Since I've been on my maternity leave I've had much more time to cook and try out recipes new recipes. Earlier this week I made one of my favorite dishes growing up, Chicken Piccata. I just love the lemon-y-ness and tangy capers in this dish. It was super easy to make and even tasted good reheated the next day. The girls "chopped" me on this one, mainly because of the capers, but they did like the chicken plain so it's still a dish my whole family can enjoy (and means more of the yummy sauce for me and the hubby).

Chicken Piccata

  • 2 large lemons
  • 4 boneless, skinless chicken breasts (about 1 1/2 pounds), rinsed, dried thoroughly, and trimmed of excess fat
  • salt and pepper
  • 1/2 unbleached all-purpose flour
  • 4T vegetable oil
  • 1 small shallot, minced or 1 small garlic clove, minced
  • 1 cup chicken stock or canned low-sodium chicken broth
  • 2T small capers, drained
  • 3T unsalted butter, softened
  • 2T minced fresh parsley leaves
  1. Adjust oven rack to lower-middle position, set large heatproof plate on rack, and heat oven to 200 degrees.
  2. Halve one lemon pole to pole. Trim ends from one half and cut crosswise into slices 1/8 to 1/4 inch thick; set aside. Juice remaining half and whole lemon to obtain 1/4 cup juice; reserve.
  3. Sprinkle both sides of chicken generously with salt and pepper. Measure flour into pie tin or shallow baking dish. Working one cutlet at a time, coat with flour, and shake to remove excess.
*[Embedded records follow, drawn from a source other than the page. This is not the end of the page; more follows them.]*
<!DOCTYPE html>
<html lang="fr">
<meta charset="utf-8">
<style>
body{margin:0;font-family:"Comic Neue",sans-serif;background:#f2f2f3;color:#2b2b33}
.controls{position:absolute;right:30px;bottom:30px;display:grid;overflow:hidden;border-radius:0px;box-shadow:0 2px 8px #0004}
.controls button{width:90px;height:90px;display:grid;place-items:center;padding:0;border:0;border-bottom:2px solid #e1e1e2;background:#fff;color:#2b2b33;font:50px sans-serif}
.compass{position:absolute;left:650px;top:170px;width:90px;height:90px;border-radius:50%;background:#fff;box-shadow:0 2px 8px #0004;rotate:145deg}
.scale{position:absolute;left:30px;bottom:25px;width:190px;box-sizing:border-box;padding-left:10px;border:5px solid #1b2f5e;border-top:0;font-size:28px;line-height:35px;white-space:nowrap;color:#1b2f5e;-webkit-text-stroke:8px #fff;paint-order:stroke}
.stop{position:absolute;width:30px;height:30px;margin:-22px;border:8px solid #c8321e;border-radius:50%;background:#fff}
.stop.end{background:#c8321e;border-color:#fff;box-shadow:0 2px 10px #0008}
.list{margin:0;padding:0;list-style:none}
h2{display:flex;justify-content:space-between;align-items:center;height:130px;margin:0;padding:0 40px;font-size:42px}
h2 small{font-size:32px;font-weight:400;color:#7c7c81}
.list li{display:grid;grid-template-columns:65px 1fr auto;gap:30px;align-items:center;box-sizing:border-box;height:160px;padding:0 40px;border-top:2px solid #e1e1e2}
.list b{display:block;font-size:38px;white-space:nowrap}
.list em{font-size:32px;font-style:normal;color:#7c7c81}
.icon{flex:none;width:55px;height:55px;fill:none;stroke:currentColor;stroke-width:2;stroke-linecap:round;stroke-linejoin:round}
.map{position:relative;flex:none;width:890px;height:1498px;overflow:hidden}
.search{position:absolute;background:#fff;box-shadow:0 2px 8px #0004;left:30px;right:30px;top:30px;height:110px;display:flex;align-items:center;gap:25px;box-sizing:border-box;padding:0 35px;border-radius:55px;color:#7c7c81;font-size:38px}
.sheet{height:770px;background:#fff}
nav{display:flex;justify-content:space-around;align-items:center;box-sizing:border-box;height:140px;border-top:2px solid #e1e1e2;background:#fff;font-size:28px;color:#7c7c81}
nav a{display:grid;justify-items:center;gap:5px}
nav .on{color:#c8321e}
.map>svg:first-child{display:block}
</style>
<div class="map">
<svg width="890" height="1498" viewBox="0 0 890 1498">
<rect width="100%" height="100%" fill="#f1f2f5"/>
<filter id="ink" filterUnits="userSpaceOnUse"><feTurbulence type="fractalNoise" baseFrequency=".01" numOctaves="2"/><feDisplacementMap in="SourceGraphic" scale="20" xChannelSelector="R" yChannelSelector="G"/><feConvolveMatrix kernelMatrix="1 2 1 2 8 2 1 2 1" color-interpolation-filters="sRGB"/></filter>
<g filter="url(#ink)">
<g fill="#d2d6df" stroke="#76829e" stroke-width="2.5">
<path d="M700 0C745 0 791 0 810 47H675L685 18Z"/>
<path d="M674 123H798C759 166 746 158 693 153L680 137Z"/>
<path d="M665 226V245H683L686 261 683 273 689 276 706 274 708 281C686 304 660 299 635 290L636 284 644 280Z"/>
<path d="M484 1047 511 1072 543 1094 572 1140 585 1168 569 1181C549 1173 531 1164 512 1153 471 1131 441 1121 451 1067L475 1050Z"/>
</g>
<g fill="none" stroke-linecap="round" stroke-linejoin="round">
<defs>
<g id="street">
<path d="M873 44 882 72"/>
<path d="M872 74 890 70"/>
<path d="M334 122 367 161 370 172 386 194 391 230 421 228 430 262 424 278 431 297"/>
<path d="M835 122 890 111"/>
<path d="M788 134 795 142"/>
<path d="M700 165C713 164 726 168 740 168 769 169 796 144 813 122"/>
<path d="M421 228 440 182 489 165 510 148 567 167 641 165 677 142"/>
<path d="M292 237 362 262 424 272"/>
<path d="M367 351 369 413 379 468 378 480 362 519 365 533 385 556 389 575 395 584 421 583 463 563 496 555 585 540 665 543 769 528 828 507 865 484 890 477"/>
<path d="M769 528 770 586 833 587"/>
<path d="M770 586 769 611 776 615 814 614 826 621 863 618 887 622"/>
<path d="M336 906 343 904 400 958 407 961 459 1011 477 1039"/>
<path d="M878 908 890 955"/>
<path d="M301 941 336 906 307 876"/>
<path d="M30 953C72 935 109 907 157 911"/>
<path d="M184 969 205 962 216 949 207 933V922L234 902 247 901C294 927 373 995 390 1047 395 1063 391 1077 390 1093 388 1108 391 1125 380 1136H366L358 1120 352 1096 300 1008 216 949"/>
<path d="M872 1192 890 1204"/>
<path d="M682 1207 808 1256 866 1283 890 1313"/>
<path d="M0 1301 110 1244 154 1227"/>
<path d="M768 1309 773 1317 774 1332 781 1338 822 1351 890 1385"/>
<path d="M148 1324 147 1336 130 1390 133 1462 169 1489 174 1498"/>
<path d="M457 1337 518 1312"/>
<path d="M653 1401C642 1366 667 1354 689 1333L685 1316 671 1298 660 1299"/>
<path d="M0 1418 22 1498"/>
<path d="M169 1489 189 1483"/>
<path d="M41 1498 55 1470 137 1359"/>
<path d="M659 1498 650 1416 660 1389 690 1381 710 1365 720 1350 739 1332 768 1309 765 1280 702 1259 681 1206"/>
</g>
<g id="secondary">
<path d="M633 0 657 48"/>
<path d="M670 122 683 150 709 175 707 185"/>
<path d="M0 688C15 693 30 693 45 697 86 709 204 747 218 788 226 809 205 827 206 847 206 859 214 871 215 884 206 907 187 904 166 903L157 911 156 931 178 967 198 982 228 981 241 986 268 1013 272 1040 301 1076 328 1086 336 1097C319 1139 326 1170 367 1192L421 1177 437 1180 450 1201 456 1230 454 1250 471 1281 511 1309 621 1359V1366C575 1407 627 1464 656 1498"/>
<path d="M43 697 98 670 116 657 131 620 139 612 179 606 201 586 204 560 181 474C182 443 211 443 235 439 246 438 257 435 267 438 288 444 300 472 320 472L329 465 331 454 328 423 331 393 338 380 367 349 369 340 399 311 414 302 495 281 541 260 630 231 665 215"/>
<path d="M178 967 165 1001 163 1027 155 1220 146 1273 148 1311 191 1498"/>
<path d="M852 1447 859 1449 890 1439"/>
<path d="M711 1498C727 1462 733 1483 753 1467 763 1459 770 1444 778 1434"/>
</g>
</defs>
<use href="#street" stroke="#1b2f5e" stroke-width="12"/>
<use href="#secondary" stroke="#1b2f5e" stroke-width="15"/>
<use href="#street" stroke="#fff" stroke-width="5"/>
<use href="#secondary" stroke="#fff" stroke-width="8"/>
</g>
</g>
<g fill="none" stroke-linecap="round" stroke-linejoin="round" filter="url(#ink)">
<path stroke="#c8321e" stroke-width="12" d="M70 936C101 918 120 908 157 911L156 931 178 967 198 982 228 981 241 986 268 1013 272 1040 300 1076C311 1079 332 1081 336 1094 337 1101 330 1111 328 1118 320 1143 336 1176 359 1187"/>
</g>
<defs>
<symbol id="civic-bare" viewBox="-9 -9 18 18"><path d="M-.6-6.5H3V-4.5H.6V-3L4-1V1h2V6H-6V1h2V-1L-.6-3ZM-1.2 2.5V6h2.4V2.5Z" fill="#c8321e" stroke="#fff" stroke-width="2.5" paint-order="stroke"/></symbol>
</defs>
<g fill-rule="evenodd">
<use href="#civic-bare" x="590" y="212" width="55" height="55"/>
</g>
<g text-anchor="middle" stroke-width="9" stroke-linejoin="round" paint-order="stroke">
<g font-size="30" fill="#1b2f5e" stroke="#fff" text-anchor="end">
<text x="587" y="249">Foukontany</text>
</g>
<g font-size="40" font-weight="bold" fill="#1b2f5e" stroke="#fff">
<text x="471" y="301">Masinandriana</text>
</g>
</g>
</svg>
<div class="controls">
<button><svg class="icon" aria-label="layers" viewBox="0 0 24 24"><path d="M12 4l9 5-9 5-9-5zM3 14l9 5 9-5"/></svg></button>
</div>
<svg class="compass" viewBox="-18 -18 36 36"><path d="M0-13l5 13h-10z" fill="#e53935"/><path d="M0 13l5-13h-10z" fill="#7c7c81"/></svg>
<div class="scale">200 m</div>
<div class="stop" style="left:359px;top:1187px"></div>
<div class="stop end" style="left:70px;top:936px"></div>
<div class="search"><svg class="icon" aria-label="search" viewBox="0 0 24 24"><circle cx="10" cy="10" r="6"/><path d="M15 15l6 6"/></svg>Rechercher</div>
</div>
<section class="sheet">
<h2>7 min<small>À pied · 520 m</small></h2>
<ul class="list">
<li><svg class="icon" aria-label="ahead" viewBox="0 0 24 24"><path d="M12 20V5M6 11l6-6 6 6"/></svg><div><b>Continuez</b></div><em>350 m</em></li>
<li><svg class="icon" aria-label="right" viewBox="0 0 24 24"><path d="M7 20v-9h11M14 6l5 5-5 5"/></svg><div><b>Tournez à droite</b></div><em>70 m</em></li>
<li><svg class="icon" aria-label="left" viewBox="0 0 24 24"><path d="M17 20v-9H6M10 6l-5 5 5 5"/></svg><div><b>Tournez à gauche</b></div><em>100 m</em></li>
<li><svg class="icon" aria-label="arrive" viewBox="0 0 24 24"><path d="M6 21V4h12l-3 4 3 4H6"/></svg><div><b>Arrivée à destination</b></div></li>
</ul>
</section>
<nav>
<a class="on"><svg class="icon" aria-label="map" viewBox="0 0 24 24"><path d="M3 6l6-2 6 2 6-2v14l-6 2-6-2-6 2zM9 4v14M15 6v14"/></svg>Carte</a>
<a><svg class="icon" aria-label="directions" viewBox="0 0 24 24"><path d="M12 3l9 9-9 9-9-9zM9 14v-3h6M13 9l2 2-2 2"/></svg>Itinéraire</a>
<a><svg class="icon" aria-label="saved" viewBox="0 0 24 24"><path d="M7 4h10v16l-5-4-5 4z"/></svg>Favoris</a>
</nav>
  4. Heat heavy-bottomed 12-inch skillet over medium-high heat until hot, about 2 minutes; add 2 tablespoons oil and swirl pan to coat. Lay half of chicken pieces in skillet. Saute cutlets, without moving them, until lightly browned, 2 to 2 1/2 minutes. Turn cutlets and cook until second side is lightly browned, 2 to 2 1/2 minutes longer. Remove pan from heat and transfer chicken to plate in oven. Add remaining 2 tablespoons oil to now empty skillet and heat until shimmering. Add remaining chicken and repeat.
  5. Add shallot or garlic to now-empty skillet and return skillet to medium heat. Saute until fragrant, about 30 seconds for shallot or 10 seconds for garlic. Add stock and lemon slices, increase heat to high, and scrape skillet bottom with wooden spoon or spatula to loosen browned bits. Simmer until liquid reduces to about 1/3 cup, about 4 minutes. Add lemon juice and capers and simmer until sauce reduces again to 1/3 cup, about 1 minute. Remove pan from heat and swirl in butter until butter melts and thickens sauce; swirl in parsley. Spoon sauce over chicken and serve immediately.